Trauma research has long recognized dissociation and stress-induced memory fragmentation. Chemically induced amnesia, however, presents distinct challenges. Victims may be unable to provide linear narratives not due to deception or repression, but because the underlying memories were never encoded (van der Kolk, 2014). Failure to account for pharmacological factors risks misinterpreting survivor testimony through inappropriate credibility frameworks. Recognizing chemical coercion as a potential variable is therefore essential for both investigative rigor and ethical adjudication. Yet,this analysis is constrained by the absence of direct toxicological evidence and relies on retrospective testimony and documentary inference.
Allegations involving tropane alkaloids in the Epstein case compel a reconsideration of how extreme abuse may be facilitated and concealed. If substantiated, they demonstrate that coercion can operate not only through social power and psychological manipulation, but through targeted disruption of memory and volition using something as seemingly harmless as a herbal remedy.
References
Ebert, U., & Kirch, W. (1998). Scopolamine model of dementia: Electroencephalogram findings and cognitive performance. European Journal of Clinical Investigation, 28(11), 944–949.

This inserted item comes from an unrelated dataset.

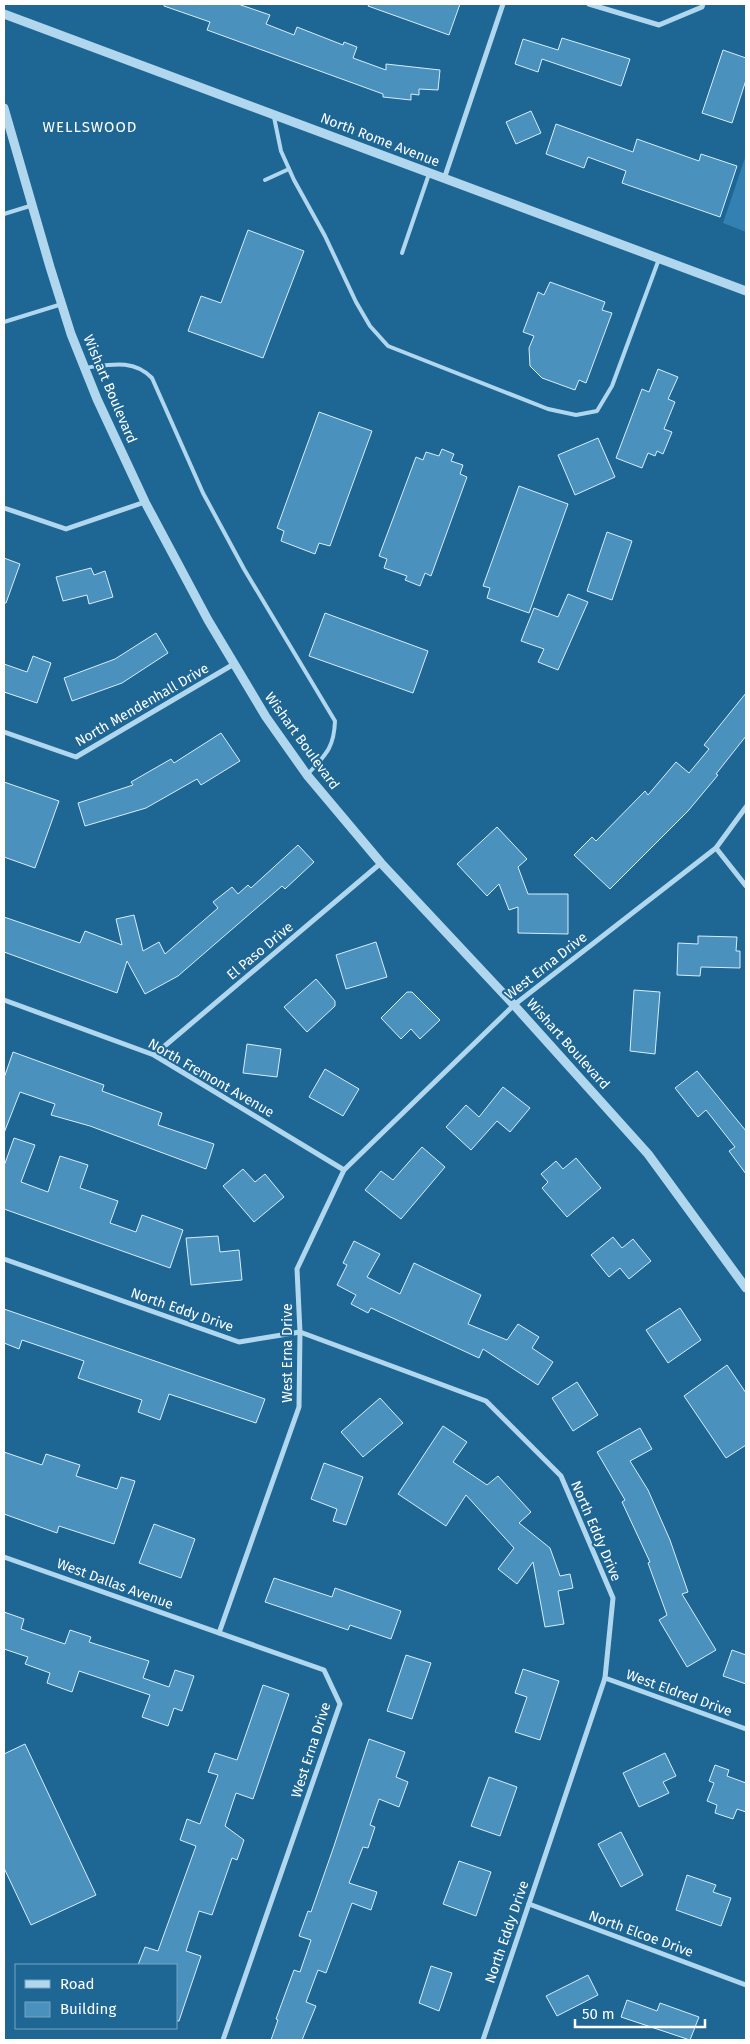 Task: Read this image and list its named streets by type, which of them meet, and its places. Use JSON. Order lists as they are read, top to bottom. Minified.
{"streets":{"street":["North Rome Avenue","Wishart Boulevard","North Mendenhall Drive","El Paso Drive","West Erna Drive","North Fremont Avenue","North Eddy Drive","West Dallas Avenue","West Eldred Drive","North Elcoe Drive"]},"crossings":[["Wishart Boulevard","North Mendenhall Drive"],["Wishart Boulevard","El Paso Drive"],["Wishart Boulevard","West Erna Drive"],["El Paso Drive","North Fremont Avenue"],["West Erna Drive","North Fremont Avenue"],["West Erna Drive","North Eddy Drive"],["West Erna Drive","West Dallas Avenue"],["North Eddy Drive","West Eldred Drive"],["North Eddy Drive","North Elcoe Drive"]],"districts":["WELLSWOOD"],"legend":["Road","Building"],"scale_bar":"50 m"}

Klinkenberg, I., & Blokland, A. (2010). The validity of scopolamine as a pharmacological model for cognitive impairment: A review of animal behavioral studies. Neuroscience & Biobehavioral Reviews, 34(8), 1307–1350.
Perry, E. K., Perry, R. H., Smith, C. J., Purohit, D., Bonham, J. R., Dick, D. J., Candy, J. M., & Fairbairn, A. (2007). Cholinergic receptor alterations in dementia with Lewy bodies, Alzheimer’s disease, and Parkinson’s disease. Journal of Neural Transmission, 114(2), 219–224.
van der Kolk, B. (2014). The Body Keeps the Score: Brain, Mind, and Body in the Healing of Trauma. Viking.